Microsoft Australian East Data Center control system cyber incident – unintentional or malicious?
Operators of data centers have been primarily concerned about the cybersecurity of the information technology (IT) data and networks rather than operational technology (OT) and control systems used to monitor and control the physical infrastructure of the data center. Cybersecurity of the data center infrastructure has generally been limited to OT networks using internet protocols (IP) and Internet-connected controllers. Yet the control system field devices in data centers, often referred to as the Purdue Reference Model Level 0,1 devices, are the most cyber-vulnerable (no cybersecurity, authentication or cyber forensics) and least likely to be adequately addressed. These devices include the process sensors that measure pressure, level, flow, temperature, humidity, voltage and current; uninterruptible power supplies (UPSs); power distribution units (PDUs); smart breakers; automatic transfer switches; generator systems; battery monitoring systems; chiller motors, fire suppression, etc.
Because of these gaps, I wrote an article for the Federal Facilities Council of the National Academy of Engineering – “Challenges in Federal Facility Control System Cybersecurity, Including Level 0 and 1 Devices” – which is on the National Academies of Sciences website. It should also be noted that much of this equipment is used throughout the critical infrastructures.
Microsoft data center shutdown
Between Aug. 30, 2023, and Sept. 1, 2023, customers experienced issues accessing or using Azure, Microsoft 365 and Power Platform services. A utility voltage sag in the Australia East region tripped a subset of the cooling units offline in one data center. While working to restore cooling, temperatures in the data center increased so Microsoft proactively powered down a subset of selected compute and storage scale units to avoid damage to hardware.
Data centers and chillers have been impacted by control system cyber incidents
Data center control system cyber incidents have shut down or damaged data centers. Cases include damage to chiller motors, shutdown of chiller motors, “frying” the servers in the data center, data center fires, shutdowns from loss of power, etc. Systems that were designed to protect mission- and safety-critical systems have been co-opted to be used as attack vectors against the very systems they were meant to protect. Control system cyber incidents have impacted the physical operation of data centers operated by many different entities globally.

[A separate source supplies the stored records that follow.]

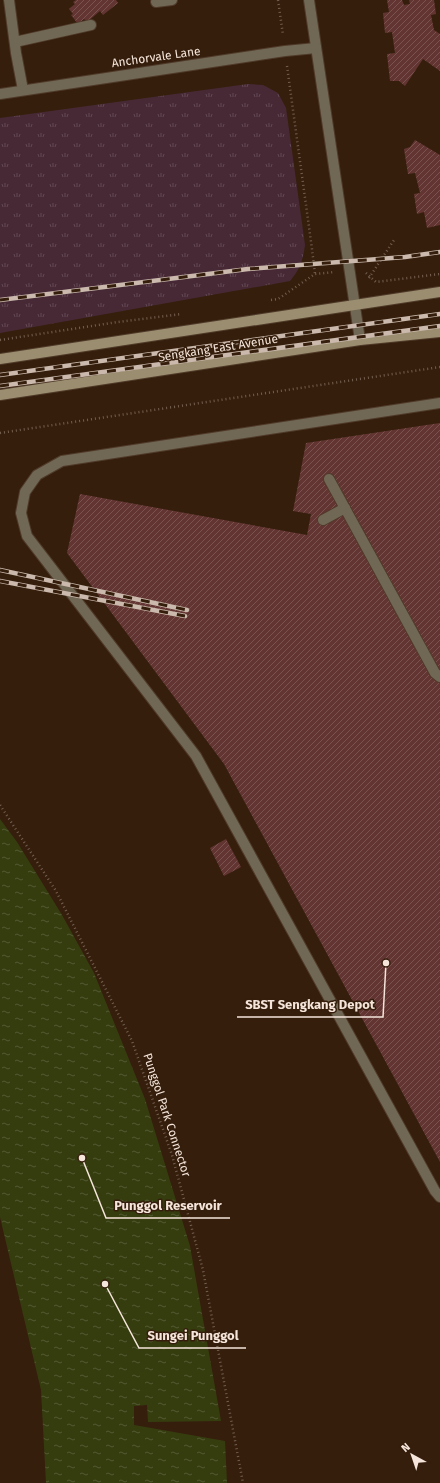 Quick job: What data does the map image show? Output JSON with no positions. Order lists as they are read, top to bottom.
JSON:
{
  "streets": {
    "main road": ["Sengkang East Avenue"],
    "street": ["Anchorvale Lane"],
    "path": ["Punggol Park Connector"]
  },
  "places": ["SBST Sengkang Depot", "Punggol Reservoir", "Sungei Punggol"],
  "north": "top left"
} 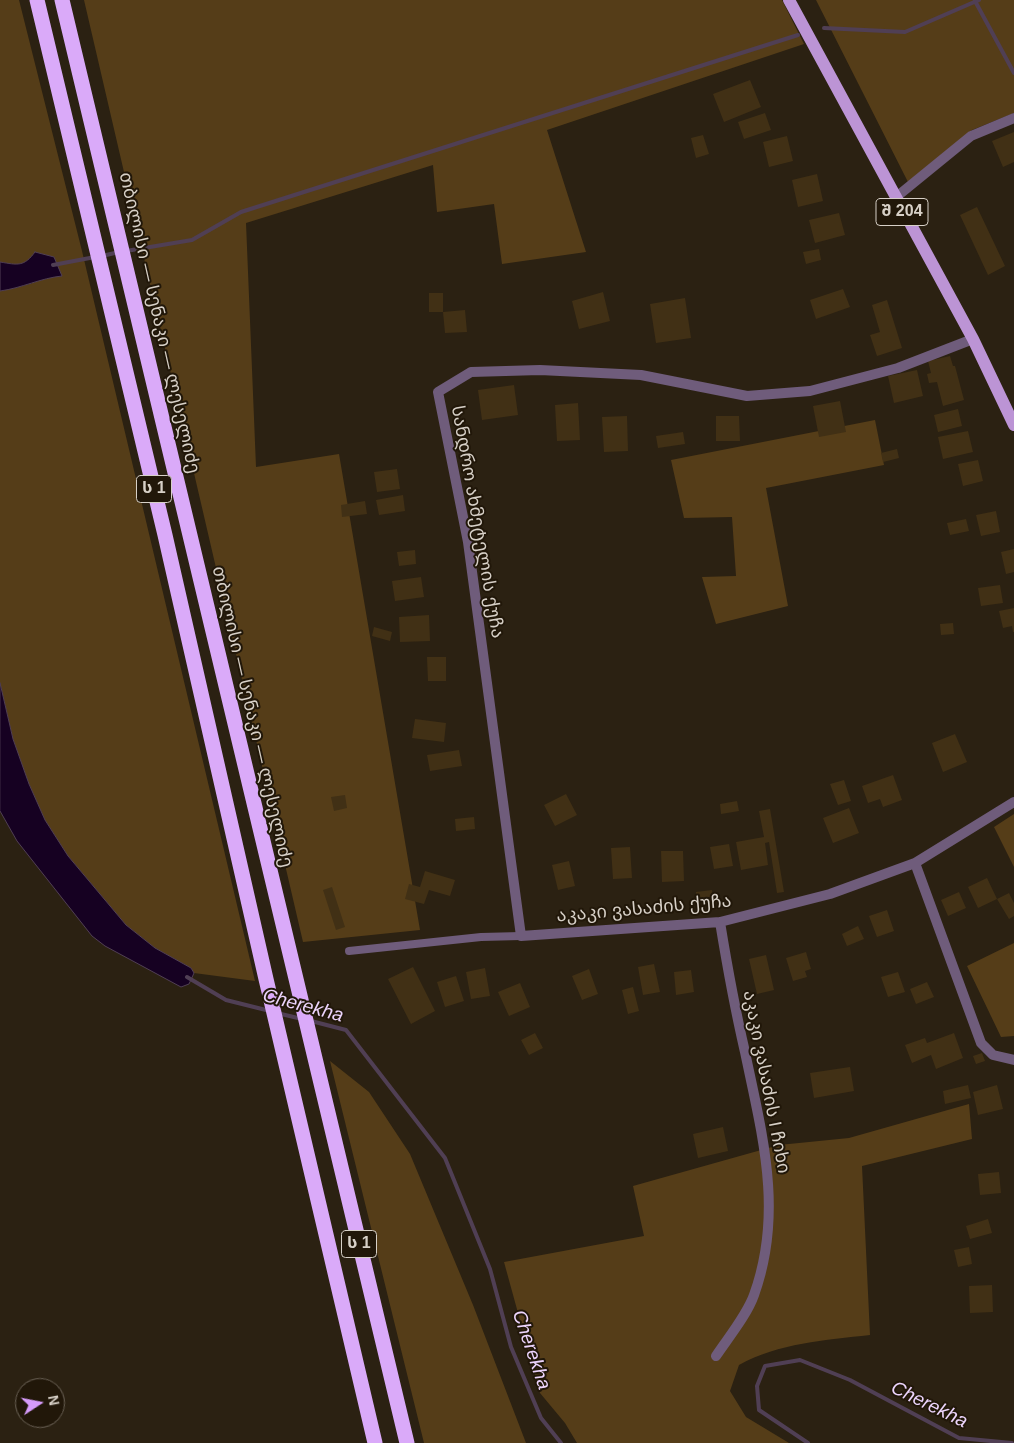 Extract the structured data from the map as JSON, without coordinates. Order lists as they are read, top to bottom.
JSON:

NIST, GAO, ISA and others have defined a cyber incident as electronic communications between systems or systems and people (e.g., operator displays) that can affect confidentiality, integrity or availability. A cyber incident does not have to be malicious. However, the informal IT definition of a cyber incident is the system or device is connected to the Internet and data has been compromised or stolen. This definition is data-focused, not physical impact. My non-public database includes more than 17 million control systems cyber incidents. Some of these have had serious safety and financial consequences. However, most of these control system cyber incidents were not due to compromise of Internet protocol (IP) networks, so they were not identified as being cyber-related. In the case of the Microsoft data center, the incident was being treated as a mechanical, not cyber, issue. As a result, the incident wasn’t addressed by CISA, SANS or others as a cyber incident.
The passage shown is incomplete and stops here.